Tuesday, October 10, 2006

There's something stiff and self-conscious about peoples' claims that a piece of "literary" fiction made them laugh out loud. I never believe them; at best I suspect that they forced a laugh after a couple of re-readings revealed the passage was supposed to be funny. There is no real foundation for my skepticism, of course. Some people must genuinely find The Mill on the Floss hilarious. It's just that there's such an air about it . . . sophisticated, intellectual people are set apart by the fact that they can dig a belly laugh out of Ulysses, y'see.

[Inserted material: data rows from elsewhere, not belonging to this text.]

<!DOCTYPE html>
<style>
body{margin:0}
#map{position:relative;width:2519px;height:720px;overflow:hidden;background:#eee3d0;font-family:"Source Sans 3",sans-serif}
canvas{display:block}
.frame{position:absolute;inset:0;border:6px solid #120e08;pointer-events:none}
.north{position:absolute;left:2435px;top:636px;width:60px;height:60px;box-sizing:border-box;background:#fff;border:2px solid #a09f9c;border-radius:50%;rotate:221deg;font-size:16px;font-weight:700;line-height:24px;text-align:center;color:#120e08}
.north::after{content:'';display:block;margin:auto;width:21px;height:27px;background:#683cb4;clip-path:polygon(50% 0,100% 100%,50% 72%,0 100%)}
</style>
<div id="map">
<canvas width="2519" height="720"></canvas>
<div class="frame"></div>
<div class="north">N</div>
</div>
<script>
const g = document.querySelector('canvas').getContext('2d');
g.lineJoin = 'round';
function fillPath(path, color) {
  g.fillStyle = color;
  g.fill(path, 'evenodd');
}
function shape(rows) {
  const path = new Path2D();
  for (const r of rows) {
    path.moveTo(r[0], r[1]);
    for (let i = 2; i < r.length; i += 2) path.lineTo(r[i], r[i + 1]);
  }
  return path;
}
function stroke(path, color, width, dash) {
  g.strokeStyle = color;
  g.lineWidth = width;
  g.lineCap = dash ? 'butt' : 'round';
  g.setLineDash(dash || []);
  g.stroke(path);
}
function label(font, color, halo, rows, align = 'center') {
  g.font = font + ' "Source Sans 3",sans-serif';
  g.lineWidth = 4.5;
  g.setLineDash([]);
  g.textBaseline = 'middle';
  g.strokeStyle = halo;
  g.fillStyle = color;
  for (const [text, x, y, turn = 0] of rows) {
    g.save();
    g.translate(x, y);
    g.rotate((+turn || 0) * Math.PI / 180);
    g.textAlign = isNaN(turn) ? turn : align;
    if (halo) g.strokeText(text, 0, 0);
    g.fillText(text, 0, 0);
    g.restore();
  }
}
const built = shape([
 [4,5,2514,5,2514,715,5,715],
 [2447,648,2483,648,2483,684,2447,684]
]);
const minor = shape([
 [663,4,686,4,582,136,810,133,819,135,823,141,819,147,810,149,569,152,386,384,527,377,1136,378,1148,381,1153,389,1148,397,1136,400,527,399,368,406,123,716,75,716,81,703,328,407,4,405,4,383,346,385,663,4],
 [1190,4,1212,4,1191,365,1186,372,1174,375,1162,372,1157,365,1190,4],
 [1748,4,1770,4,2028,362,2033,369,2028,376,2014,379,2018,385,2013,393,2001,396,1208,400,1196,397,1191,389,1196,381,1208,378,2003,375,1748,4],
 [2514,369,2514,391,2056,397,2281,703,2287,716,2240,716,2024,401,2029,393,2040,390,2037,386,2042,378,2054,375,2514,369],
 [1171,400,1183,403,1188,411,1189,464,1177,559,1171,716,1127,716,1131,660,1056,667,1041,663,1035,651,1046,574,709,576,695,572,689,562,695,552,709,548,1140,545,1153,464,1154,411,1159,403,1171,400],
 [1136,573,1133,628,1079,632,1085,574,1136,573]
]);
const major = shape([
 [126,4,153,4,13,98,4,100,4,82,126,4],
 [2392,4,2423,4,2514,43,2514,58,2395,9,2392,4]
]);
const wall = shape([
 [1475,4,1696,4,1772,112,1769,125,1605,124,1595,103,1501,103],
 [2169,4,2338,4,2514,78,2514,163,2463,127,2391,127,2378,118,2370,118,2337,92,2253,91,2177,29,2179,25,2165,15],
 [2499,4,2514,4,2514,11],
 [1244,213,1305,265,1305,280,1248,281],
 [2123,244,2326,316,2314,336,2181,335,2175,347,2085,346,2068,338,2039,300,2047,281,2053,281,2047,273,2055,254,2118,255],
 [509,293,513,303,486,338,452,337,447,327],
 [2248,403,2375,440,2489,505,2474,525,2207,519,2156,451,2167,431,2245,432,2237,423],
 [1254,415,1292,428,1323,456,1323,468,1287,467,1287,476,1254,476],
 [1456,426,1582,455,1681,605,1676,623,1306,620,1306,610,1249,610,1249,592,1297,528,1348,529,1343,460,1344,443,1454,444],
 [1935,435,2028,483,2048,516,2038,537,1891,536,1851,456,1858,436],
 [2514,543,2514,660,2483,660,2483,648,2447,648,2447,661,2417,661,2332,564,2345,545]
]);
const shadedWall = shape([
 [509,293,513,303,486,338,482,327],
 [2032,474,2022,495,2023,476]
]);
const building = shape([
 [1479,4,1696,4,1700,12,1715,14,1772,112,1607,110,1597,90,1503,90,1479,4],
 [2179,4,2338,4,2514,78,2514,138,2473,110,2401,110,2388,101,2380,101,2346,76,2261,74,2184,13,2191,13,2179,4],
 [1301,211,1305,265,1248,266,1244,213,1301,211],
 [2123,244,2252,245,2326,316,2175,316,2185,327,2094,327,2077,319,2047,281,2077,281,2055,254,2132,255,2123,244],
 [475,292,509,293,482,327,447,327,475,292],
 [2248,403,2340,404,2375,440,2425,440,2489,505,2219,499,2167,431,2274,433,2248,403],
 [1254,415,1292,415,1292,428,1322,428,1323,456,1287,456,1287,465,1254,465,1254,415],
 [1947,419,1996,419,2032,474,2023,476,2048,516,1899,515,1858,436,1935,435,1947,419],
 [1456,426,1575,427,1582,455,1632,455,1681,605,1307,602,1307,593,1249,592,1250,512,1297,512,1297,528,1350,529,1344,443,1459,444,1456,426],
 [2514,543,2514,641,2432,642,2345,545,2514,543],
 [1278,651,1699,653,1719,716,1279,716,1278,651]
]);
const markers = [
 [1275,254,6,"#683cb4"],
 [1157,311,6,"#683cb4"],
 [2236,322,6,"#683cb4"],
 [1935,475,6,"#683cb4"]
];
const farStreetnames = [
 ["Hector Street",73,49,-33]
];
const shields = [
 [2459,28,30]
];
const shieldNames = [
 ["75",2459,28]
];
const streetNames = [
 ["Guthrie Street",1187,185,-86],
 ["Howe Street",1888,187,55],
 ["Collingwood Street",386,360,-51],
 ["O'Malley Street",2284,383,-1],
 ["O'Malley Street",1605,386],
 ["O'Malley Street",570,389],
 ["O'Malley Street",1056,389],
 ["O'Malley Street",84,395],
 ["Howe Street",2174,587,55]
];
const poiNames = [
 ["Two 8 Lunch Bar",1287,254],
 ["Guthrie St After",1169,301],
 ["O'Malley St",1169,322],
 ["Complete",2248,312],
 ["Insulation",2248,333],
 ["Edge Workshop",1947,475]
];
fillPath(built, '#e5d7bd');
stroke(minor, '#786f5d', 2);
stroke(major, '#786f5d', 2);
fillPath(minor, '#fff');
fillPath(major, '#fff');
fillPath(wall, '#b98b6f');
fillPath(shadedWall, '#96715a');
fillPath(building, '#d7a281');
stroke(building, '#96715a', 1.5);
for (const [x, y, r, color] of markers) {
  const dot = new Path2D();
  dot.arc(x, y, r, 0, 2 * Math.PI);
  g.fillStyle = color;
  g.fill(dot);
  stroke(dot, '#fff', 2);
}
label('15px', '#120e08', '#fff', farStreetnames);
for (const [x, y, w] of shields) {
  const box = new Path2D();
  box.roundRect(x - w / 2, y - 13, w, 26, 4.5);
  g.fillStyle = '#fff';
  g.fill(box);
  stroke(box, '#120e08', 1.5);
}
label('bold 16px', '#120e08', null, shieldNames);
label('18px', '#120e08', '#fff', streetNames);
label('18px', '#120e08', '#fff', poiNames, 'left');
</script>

It could just be jealousy, because I'm a literary philistine with a taste for trash (I still re-read my Anne of Green Gables books of a frosty winter afternoon). I'm a lazy reader, and it's hard to spur myself to do the coolie labour of reading big, hard works when the easy delights of PG Wodehouse and Dick Francis are beckoning from my bookshelf. Naturally I want everyone to be as lazy as I am, which means that if they say they really enjoy Gaddis--the way I enjoy Agatha Christie--they must be lying hypocrites.

But even if that is true (and I suspect it is), I must plead extenuating circumstances: the whiff of sanctimony that hovers around so many discussions of "important" books. Is it just me, or are there a lot of people who discuss books the way Victorian ladies used to discuss church: as a painful duty that ought to be enjoyed, but never is.

Of course, there are lots of ways to enjoy books, and I suppose that the way I enjoy them, getting swept up in a tsunami wave of language and story, is only one. But try as I might, I cannot but feel in my heart of hearts that it is the only one that really matters.

Anyway, the reason I write about this is that a couple of weeks ago I found myself telling someone I like, and haven't seen in a while, that I am "doing" Orwell's collected four-volume writings. Immediately I thought--and said--how awful that sounded. And then today, while waiting for a meeting to start, I dipped my nose into my Dorothy Parker's complete stories, and laughed aloud.

"What are you reading?" said one of the IT people.

"Dorothy Parker", I answered, and held up the book for her to see.

"Is she good?" she asked. "I've never read her."

I read her the passage that had made me laugh.

Sighing, Mrs. Weldon turned her attention to a bowl of daffodils, slightly past their first freshness. There was nothbing to be done there; the omniscient Delia had refreshed them with clear water, had clipped their stems, and removed their more passe sisters. Still Mrs. Weldon bent over them pulling them gently about.

She liked to think of herself as one for whom flowers would thrive, who must always have blossoms about her, if she would be truly happy. When her living-room flowers died, she almost never forgot to stop in at the florist's, the next day, and get a fresh bunch. She told people, in little bursts of confidence, that she loved flowers. There was something almost apologetic in her way of uttering her tender avowal, as if she would beg her listeners not to consider her too bizarre in her taste. It seemd rather as though she expected the hearer to fall back, startled, at her words, crying, "Not really! Well, what are we coming to?"
She looked as if she would like to laugh, if only she could see something . . . anything . . . in it to laugh about. She settled for a half-hearted smile.